* [Extracted information]
+++

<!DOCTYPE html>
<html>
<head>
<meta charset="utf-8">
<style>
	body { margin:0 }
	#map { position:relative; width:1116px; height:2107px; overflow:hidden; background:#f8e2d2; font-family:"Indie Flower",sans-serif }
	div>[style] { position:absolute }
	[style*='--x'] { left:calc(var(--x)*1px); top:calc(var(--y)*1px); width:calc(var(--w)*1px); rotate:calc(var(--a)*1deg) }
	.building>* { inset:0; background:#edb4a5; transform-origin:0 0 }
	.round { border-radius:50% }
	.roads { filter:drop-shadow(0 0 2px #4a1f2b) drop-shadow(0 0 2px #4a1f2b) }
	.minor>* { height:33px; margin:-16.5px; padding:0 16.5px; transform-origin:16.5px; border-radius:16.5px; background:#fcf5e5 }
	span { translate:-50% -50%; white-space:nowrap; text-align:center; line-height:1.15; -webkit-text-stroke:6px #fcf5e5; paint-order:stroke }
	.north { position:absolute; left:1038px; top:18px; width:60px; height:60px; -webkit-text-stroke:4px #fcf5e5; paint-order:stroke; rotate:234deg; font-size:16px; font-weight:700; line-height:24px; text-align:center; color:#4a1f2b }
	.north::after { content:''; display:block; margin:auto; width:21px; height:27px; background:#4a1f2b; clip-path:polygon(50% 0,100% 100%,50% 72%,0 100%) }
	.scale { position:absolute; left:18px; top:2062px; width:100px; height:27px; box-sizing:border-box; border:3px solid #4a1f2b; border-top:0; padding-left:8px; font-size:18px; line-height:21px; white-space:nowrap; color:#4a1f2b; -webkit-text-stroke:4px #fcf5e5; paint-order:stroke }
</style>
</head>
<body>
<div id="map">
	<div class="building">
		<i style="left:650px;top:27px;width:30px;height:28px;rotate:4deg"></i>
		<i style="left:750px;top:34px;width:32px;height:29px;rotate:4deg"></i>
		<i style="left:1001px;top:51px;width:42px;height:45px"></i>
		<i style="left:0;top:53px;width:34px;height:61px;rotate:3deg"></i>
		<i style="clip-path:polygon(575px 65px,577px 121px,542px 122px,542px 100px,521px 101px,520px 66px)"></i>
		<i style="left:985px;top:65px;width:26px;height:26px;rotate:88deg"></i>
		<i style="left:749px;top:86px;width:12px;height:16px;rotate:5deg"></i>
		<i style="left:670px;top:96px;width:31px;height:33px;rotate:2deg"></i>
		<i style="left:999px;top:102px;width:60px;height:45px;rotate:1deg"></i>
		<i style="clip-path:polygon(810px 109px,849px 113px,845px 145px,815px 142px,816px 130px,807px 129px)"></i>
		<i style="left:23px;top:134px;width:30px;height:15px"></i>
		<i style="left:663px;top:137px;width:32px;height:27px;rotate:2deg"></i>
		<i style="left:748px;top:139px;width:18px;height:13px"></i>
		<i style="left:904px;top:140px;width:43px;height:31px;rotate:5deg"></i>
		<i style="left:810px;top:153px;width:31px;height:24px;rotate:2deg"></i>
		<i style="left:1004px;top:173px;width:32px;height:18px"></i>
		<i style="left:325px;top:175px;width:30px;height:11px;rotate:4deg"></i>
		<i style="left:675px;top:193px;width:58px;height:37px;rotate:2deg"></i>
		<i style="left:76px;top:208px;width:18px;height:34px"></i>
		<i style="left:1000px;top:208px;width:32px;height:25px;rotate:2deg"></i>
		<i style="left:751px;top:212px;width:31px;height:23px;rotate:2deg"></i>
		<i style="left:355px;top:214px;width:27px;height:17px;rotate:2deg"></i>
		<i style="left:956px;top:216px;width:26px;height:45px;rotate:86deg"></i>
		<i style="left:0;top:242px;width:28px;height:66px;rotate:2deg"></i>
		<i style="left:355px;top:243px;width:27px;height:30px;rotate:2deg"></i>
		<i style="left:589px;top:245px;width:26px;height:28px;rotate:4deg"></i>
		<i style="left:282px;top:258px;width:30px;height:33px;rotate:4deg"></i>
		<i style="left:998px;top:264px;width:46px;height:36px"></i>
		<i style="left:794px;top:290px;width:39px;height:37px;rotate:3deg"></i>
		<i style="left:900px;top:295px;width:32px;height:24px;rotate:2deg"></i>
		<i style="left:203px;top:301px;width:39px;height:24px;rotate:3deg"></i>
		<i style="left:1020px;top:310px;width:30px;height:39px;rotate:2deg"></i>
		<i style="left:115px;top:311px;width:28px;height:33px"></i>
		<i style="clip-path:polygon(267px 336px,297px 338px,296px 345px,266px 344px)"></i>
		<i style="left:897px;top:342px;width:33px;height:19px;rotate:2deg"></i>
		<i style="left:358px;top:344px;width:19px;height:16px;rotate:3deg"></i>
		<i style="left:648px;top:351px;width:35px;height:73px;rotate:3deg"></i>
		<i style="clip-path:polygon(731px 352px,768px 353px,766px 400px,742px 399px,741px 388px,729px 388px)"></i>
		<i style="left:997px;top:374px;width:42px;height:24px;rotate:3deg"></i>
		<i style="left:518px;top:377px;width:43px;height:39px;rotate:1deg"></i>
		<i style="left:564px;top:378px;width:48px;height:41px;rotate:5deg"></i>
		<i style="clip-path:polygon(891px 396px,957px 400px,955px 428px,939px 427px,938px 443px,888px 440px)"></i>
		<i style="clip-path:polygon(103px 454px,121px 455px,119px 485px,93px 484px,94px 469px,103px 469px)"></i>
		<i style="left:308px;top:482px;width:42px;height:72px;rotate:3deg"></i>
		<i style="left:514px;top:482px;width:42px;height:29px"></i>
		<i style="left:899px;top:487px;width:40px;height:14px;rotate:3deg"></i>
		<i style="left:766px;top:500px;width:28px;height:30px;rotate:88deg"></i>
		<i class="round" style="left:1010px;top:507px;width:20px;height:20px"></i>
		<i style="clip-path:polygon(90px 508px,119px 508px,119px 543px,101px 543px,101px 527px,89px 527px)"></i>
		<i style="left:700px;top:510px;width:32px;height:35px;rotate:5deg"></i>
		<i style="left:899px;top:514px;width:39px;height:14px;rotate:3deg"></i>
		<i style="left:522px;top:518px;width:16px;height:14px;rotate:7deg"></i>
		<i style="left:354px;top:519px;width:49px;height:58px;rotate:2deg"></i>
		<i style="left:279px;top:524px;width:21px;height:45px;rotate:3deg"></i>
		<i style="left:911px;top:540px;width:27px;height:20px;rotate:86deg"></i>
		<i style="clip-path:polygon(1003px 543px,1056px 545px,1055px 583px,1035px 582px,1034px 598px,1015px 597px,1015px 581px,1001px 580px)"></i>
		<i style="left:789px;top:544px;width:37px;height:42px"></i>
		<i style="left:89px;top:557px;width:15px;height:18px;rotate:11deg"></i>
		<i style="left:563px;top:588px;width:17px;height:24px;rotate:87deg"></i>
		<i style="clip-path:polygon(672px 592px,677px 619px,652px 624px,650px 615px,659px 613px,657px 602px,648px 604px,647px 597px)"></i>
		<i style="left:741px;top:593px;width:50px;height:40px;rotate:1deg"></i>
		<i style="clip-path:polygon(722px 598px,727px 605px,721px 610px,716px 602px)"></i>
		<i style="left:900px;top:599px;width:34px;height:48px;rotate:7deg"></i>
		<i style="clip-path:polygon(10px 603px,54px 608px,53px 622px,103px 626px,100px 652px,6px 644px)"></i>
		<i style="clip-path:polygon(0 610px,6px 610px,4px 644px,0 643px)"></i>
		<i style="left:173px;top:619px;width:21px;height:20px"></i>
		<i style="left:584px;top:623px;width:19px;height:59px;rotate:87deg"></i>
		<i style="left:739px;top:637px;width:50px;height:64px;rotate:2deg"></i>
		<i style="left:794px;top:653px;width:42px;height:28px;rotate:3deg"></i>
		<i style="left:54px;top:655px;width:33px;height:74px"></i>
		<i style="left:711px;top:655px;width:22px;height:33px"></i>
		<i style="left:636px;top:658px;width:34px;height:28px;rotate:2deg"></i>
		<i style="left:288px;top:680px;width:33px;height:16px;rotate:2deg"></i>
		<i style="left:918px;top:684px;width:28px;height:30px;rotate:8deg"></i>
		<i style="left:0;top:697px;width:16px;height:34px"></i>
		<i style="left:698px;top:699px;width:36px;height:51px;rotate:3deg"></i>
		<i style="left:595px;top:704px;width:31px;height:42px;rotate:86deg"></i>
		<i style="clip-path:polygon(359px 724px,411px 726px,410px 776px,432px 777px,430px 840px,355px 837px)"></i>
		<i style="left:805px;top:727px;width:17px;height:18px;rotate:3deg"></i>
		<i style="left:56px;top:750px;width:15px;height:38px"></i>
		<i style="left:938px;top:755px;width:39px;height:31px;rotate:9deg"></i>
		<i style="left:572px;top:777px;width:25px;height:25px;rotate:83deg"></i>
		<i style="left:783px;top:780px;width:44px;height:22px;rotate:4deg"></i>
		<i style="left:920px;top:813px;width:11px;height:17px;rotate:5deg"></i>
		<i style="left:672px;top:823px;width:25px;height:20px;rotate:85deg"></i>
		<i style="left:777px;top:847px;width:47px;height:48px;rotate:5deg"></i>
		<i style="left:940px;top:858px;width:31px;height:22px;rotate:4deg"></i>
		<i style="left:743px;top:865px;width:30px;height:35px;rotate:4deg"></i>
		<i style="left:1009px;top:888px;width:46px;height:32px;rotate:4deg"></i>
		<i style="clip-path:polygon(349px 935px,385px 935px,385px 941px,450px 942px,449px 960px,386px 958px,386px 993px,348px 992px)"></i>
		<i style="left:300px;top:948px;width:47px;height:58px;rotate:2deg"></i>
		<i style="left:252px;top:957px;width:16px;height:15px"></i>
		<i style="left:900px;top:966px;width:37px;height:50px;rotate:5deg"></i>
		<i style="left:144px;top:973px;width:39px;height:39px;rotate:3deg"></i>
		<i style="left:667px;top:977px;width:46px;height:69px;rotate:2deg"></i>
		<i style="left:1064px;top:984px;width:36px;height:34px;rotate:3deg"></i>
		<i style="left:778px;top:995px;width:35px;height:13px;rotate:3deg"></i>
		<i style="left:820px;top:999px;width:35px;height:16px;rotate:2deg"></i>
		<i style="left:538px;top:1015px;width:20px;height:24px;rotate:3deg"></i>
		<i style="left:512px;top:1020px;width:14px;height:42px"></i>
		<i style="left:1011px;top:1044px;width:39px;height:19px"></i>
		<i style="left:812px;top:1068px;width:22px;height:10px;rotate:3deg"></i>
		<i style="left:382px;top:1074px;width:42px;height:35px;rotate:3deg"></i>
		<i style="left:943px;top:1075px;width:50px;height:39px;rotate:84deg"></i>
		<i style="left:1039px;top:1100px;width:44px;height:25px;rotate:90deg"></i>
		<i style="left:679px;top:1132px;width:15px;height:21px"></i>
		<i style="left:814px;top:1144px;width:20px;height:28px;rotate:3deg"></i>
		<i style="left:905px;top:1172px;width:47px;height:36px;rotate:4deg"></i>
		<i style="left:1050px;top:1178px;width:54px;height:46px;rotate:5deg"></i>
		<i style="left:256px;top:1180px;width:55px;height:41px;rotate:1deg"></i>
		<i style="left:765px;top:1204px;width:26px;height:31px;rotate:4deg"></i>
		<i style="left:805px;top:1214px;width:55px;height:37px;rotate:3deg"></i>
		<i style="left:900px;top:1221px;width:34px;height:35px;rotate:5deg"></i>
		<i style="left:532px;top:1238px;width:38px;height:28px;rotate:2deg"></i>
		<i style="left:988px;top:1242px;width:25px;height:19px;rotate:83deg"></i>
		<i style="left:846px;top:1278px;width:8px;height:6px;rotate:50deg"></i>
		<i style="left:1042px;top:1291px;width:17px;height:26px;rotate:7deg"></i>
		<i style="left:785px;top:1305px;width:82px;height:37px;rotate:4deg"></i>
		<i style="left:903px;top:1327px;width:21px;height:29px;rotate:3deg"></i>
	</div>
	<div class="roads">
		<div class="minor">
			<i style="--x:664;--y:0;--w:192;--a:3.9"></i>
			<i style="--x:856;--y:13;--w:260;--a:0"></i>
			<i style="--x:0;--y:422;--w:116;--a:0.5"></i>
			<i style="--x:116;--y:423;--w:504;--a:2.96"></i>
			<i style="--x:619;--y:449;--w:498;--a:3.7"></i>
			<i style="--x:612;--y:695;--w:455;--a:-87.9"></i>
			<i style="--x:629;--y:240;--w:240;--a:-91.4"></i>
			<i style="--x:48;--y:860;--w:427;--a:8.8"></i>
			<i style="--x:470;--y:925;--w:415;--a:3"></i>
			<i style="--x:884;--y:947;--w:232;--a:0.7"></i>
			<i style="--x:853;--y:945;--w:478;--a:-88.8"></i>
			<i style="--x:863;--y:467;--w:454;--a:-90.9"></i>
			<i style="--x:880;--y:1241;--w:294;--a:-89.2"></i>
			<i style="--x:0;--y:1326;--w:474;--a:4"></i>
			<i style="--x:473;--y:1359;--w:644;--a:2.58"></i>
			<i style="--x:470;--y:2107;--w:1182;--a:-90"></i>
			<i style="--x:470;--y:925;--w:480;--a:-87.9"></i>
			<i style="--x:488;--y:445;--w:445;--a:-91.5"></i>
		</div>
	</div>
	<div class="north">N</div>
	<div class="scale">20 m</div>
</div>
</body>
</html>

+++

* [Exercise objective] Look through the material above and print exactly the lines from the one containing "height:33px; margin:-16.5px; padding:0" to the one containing "position:absolute; left:1038px; top:18px;", both included, and nothing more.

* [Your solution]
	.minor>* { height:33px; margin:-16.5px; padding:0 16.5px; transform-origin:16.5px; border-radius:16.5px; background:#fcf5e5 }
	span { translate:-50% -50%; white-space:nowrap; text-align:center; line-height:1.15; -webkit-text-stroke:6px #fcf5e5; paint-order:stroke }
	.north { position:absolute; left:1038px; top:18px; width:60px; height:60px; -webkit-text-stroke:4px #fcf5e5; paint-order:stroke; rotate:234deg; font-size:16px; font-weight:700; line-height:24px; text-align:center; color:#4a1f2b }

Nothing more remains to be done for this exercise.